(Collected data)
----

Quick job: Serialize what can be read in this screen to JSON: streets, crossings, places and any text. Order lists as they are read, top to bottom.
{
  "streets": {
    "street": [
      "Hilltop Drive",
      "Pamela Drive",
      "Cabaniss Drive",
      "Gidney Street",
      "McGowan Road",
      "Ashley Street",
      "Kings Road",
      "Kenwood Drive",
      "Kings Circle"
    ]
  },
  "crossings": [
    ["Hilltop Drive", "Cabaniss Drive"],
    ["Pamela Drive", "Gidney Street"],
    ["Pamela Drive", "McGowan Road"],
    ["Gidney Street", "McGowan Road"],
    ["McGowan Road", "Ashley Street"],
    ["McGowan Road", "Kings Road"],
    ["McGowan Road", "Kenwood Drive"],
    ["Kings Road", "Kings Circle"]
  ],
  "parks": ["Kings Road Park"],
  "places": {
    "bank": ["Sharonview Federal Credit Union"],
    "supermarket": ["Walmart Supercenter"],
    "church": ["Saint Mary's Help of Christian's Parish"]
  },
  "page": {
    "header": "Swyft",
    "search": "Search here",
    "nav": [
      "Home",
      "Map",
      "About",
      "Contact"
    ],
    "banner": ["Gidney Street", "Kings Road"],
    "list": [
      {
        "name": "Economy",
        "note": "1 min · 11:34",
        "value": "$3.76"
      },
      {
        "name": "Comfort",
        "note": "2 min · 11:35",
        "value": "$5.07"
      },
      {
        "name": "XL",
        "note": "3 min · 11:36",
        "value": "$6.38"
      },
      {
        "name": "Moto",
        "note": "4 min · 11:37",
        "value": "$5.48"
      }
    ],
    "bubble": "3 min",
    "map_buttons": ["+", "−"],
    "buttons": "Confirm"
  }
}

----

Copy every line of the entries in which "Kenwood" can be found.

[RESULT BELOW]
      "Kenwood Drive",
    ["McGowan Road", "Kenwood Drive"],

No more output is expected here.